YOUR TASK: Send back the entries exactly as they were given.

GIVEN ENTRIES:
+===+
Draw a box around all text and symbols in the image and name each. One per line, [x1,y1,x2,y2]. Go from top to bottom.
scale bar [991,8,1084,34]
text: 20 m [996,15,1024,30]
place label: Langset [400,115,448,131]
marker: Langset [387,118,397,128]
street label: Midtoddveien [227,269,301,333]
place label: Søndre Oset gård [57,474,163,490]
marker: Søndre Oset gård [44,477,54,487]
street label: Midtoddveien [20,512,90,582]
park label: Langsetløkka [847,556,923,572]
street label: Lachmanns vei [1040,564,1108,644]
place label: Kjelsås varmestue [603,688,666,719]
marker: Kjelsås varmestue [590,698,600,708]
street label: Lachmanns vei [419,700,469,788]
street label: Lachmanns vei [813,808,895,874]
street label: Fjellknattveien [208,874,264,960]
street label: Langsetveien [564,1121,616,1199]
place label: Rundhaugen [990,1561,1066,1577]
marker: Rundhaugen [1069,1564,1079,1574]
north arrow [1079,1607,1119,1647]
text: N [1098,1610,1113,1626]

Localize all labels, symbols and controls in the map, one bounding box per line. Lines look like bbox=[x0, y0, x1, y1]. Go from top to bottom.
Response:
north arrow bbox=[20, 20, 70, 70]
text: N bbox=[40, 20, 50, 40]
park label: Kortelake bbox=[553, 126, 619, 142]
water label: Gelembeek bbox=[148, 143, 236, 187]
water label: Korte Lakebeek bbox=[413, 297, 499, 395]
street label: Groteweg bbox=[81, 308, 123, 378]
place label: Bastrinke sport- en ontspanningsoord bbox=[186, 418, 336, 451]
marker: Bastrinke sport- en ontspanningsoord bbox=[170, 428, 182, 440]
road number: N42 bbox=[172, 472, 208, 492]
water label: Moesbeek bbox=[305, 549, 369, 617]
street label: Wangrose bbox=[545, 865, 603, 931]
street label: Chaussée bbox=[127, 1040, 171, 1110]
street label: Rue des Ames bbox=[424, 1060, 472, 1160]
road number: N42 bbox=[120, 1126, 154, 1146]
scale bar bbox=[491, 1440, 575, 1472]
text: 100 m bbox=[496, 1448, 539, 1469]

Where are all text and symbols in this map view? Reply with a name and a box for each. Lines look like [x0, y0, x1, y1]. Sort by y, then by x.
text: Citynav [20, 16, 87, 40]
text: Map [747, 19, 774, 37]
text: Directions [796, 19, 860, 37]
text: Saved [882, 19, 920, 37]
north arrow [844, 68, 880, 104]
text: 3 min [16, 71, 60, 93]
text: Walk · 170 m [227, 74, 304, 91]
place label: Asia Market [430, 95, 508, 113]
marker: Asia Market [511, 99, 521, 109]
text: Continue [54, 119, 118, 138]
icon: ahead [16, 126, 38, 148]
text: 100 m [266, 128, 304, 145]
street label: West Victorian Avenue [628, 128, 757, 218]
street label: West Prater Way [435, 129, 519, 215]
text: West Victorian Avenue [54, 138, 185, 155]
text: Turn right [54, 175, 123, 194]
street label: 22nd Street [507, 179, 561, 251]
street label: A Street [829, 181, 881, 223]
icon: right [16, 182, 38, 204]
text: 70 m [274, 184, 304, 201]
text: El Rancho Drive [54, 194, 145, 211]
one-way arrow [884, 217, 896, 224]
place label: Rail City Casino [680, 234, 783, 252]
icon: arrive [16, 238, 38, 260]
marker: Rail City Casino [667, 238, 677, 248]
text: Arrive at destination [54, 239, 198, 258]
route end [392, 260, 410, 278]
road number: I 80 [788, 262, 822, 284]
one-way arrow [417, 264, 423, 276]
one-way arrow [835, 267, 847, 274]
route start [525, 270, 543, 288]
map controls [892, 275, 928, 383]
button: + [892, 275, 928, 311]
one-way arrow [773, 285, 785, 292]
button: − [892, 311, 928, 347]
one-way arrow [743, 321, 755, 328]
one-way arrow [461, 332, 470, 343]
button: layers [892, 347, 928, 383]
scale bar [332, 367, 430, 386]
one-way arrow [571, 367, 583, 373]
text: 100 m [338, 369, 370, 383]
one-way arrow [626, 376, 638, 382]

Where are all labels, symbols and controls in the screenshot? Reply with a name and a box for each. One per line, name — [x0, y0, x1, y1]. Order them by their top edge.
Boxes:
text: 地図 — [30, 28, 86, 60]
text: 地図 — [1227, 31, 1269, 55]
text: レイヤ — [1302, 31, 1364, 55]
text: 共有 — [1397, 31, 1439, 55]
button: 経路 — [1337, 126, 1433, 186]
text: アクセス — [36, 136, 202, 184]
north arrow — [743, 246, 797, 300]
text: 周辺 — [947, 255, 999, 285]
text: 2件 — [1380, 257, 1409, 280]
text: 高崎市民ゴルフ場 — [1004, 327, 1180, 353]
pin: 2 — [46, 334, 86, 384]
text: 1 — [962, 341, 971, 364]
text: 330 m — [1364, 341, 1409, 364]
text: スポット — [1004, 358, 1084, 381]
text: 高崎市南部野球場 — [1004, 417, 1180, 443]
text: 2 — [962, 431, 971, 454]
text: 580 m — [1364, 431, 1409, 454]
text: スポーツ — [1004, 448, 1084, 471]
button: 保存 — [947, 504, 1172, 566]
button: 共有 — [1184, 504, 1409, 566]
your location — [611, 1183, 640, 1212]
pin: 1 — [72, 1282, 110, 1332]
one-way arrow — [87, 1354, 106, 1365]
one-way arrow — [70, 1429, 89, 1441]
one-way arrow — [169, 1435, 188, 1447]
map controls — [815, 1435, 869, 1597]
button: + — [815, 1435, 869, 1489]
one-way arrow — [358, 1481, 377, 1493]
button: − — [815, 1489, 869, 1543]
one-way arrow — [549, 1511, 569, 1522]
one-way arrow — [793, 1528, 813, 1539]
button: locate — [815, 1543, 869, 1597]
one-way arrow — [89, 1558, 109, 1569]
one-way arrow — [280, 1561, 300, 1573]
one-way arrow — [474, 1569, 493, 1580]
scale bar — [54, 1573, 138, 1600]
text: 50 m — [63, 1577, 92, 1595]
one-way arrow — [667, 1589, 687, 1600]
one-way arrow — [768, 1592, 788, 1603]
+===+
YOUR RESPONSE:
Draw a box around all text and symbols in the image and name each. One per line, [x1,y1,x2,y2]. Go from top to bottom.
scale bar [991,8,1084,34]
text: 20 m [996,15,1024,30]
place label: Langset [400,115,448,131]
marker: Langset [387,118,397,128]
street label: Midtoddveien [227,269,301,333]
place label: Søndre Oset gård [57,474,163,490]
marker: Søndre Oset gård [44,477,54,487]
street label: Midtoddveien [20,512,90,582]
park label: Langsetløkka [847,556,923,572]
street label: Lachmanns vei [1040,564,1108,644]
place label: Kjelsås varmestue [603,688,666,719]
marker: Kjelsås varmestue [590,698,600,708]
street label: Lachmanns vei [419,700,469,788]
street label: Lachmanns vei [813,808,895,874]
street label: Fjellknattveien [208,874,264,960]
street label: Langsetveien [564,1121,616,1199]
place label: Rundhaugen [990,1561,1066,1577]
marker: Rundhaugen [1069,1564,1079,1574]
north arrow [1079,1607,1119,1647]
text: N [1098,1610,1113,1626]

Localize all labels, symbols and controls in the map, one bounding box per line. Lines look like bbox=[x0, y0, x1, y1]. Go from top to bottom.
Response:
north arrow bbox=[20, 20, 70, 70]
text: N bbox=[40, 20, 50, 40]
park label: Kortelake bbox=[553, 126, 619, 142]
water label: Gelembeek bbox=[148, 143, 236, 187]
water label: Korte Lakebeek bbox=[413, 297, 499, 395]
street label: Groteweg bbox=[81, 308, 123, 378]
place label: Bastrinke sport- en ontspanningsoord bbox=[186, 418, 336, 451]
marker: Bastrinke sport- en ontspanningsoord bbox=[170, 428, 182, 440]
road number: N42 bbox=[172, 472, 208, 492]
water label: Moesbeek bbox=[305, 549, 369, 617]
street label: Wangrose bbox=[545, 865, 603, 931]
street label: Chaussée bbox=[127, 1040, 171, 1110]
street label: Rue des Ames bbox=[424, 1060, 472, 1160]
road number: N42 bbox=[120, 1126, 154, 1146]
scale bar bbox=[491, 1440, 575, 1472]
text: 100 m bbox=[496, 1448, 539, 1469]

Where are all text and symbols in this map view? Reply with a name and a box for each. Lines look like [x0, y0, x1, y1]. Sort by y, then by x.
text: Citynav [20, 16, 87, 40]
text: Map [747, 19, 774, 37]
text: Directions [796, 19, 860, 37]
text: Saved [882, 19, 920, 37]
north arrow [844, 68, 880, 104]
text: 3 min [16, 71, 60, 93]
text: Walk · 170 m [227, 74, 304, 91]
place label: Asia Market [430, 95, 508, 113]
marker: Asia Market [511, 99, 521, 109]
text: Continue [54, 119, 118, 138]
icon: ahead [16, 126, 38, 148]
text: 100 m [266, 128, 304, 145]
street label: West Victorian Avenue [628, 128, 757, 218]
street label: West Prater Way [435, 129, 519, 215]
text: West Victorian Avenue [54, 138, 185, 155]
text: Turn right [54, 175, 123, 194]
street label: 22nd Street [507, 179, 561, 251]
street label: A Street [829, 181, 881, 223]
icon: right [16, 182, 38, 204]
text: 70 m [274, 184, 304, 201]
text: El Rancho Drive [54, 194, 145, 211]
one-way arrow [884, 217, 896, 224]
place label: Rail City Casino [680, 234, 783, 252]
icon: arrive [16, 238, 38, 260]
marker: Rail City Casino [667, 238, 677, 248]
text: Arrive at destination [54, 239, 198, 258]
route end [392, 260, 410, 278]
road number: I 80 [788, 262, 822, 284]
one-way arrow [417, 264, 423, 276]
one-way arrow [835, 267, 847, 274]
route start [525, 270, 543, 288]
map controls [892, 275, 928, 383]
button: + [892, 275, 928, 311]
one-way arrow [773, 285, 785, 292]
button: − [892, 311, 928, 347]
one-way arrow [743, 321, 755, 328]
one-way arrow [461, 332, 470, 343]
button: layers [892, 347, 928, 383]
scale bar [332, 367, 430, 386]
one-way arrow [571, 367, 583, 373]
text: 100 m [338, 369, 370, 383]
one-way arrow [626, 376, 638, 382]

Where are all labels, symbols and controls in the screenshot? Reply with a name and a box for each. One per line, name — [x0, y0, x1, y1]. Order them by their top edge.
Boxes:
text: 地図 — [30, 28, 86, 60]
text: 地図 — [1227, 31, 1269, 55]
text: レイヤ — [1302, 31, 1364, 55]
text: 共有 — [1397, 31, 1439, 55]
button: 経路 — [1337, 126, 1433, 186]
text: アクセス — [36, 136, 202, 184]
north arrow — [743, 246, 797, 300]
text: 周辺 — [947, 255, 999, 285]
text: 2件 — [1380, 257, 1409, 280]
text: 高崎市民ゴルフ場 — [1004, 327, 1180, 353]
pin: 2 — [46, 334, 86, 384]
text: 1 — [962, 341, 971, 364]
text: 330 m — [1364, 341, 1409, 364]
text: スポット — [1004, 358, 1084, 381]
text: 高崎市南部野球場 — [1004, 417, 1180, 443]
text: 2 — [962, 431, 971, 454]
text: 580 m — [1364, 431, 1409, 454]
text: スポーツ — [1004, 448, 1084, 471]
button: 保存 — [947, 504, 1172, 566]
button: 共有 — [1184, 504, 1409, 566]
your location — [611, 1183, 640, 1212]
pin: 1 — [72, 1282, 110, 1332]
one-way arrow — [87, 1354, 106, 1365]
one-way arrow — [70, 1429, 89, 1441]
one-way arrow — [169, 1435, 188, 1447]
map controls — [815, 1435, 869, 1597]
button: + — [815, 1435, 869, 1489]
one-way arrow — [358, 1481, 377, 1493]
button: − — [815, 1489, 869, 1543]
one-way arrow — [549, 1511, 569, 1522]
one-way arrow — [793, 1528, 813, 1539]
button: locate — [815, 1543, 869, 1597]
one-way arrow — [89, 1558, 109, 1569]
one-way arrow — [280, 1561, 300, 1573]
one-way arrow — [474, 1569, 493, 1580]
scale bar — [54, 1573, 138, 1600]
text: 50 m — [63, 1577, 92, 1595]
one-way arrow — [667, 1589, 687, 1600]
one-way arrow — [768, 1592, 788, 1603]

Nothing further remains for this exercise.